Let wel op! Vanaf er een wettelijke uitzonderingsgrond toepasselijk is, kan je niet opeens zomaar gaan doen wat je wil met die gegevens. Bij de gegevensverwerking zal je nog steeds rekening moeten houden met de andere verplichtingen die de GDPR oplegt. Denk maar aan de algemene beginselen, zoals transparantie, doelbinding, minimale gegevensverwerking, … Meer leesvoer hierover krijg je binnenkort in een volgende blog!

Toestemming

De eerste wettelijke uitzonderingsgrond (toestemming) lijkt de minst ingewikkelde. Je zou gevoelige gegevens van iemand kunnen verwerken wanneer die persoon daar uitdrukkelijk mee heeft ingestemd. Wanneer je geen andere wettelijke uitzonderingsgrond kan inroepen, gaat men meestal proberen terug te vallen op deze grond.

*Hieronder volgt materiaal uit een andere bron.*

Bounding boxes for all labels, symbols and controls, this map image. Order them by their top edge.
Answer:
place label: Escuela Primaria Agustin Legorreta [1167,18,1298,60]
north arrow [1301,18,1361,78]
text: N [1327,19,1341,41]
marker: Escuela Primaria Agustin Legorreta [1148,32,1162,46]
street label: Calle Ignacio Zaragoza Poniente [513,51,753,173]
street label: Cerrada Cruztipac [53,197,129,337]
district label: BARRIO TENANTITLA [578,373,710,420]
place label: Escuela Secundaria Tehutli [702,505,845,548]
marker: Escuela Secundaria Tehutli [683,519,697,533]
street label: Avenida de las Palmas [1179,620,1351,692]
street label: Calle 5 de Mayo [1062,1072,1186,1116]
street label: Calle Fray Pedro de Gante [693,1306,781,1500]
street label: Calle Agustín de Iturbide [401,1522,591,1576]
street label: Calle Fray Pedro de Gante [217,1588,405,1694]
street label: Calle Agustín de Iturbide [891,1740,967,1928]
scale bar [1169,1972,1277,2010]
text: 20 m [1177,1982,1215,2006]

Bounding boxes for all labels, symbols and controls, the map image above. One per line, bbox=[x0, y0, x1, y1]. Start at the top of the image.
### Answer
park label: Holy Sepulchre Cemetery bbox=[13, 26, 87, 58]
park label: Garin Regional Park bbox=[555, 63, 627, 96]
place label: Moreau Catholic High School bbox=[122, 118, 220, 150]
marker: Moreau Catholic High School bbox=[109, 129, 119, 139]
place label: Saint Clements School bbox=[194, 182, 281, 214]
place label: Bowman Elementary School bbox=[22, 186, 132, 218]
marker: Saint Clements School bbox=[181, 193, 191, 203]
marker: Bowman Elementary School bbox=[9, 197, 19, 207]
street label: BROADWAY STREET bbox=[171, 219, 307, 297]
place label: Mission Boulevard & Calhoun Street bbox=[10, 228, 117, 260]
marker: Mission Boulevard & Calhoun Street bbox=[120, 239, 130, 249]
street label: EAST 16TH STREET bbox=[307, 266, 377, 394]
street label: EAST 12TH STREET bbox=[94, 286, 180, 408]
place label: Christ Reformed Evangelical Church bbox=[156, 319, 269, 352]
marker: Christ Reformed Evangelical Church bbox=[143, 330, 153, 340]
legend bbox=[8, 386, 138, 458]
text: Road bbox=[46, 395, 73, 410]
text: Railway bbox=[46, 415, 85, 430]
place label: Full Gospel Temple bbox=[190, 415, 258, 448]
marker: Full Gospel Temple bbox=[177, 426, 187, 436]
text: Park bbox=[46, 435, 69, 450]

Let wel op: die toestemming moet geïnformeerd, specifiek, vrij en ondubbelzinnig zijn. Toch niet zo eenvoudig dus!

Enkele andere voorbeelden

Een werkgever kan in een aanwervingsprocedure vragen naar etnische gegevens indien er een wettelijke verplichting op hem zou rusten inzake diversiteit. Is die verplichting er niet, dan kan het enkel wanneer de sollicitant daarmee instemt.

 

De toekomstige werkgever kan in elk geval niet vragen naar het politieke- of vakbondslidmaatschap tenzij dan weer in het uitzonderingsgeval dat de werkgever zelf een politieke partij, vakbond of ziekteverzekeraar is. Organisaties die dus zelf hun business oriënteren rond een duidelijke vakbonds-, politieke of religieuze visie, kunnen immers van hun werknemers verwachten dat ze trouw zijn aan hun principes.

 

Een kerncentrale die voor de toegang van de werknemers vingerafdrukidentificatie vereist zou zich voor de verwerking van deze biometrische gegevens kunnen beroepen op de noodzaak van het algemeen belang. Meer precies, de preventie van kernrampen. Hoe delicater de risico’s zijn wanneer onbevoegde personen zouden binnentreden, hoe meer kans je hebt om geldig een biometrische procedure te gebruiken. Een supermarkt daarentegen die aan de ingang een camera met gezichtsherkenning plaatst om klanten te identificeren, zal het enorm moeilijk hebben hier voldoende rechtvaardiging voor te vinden.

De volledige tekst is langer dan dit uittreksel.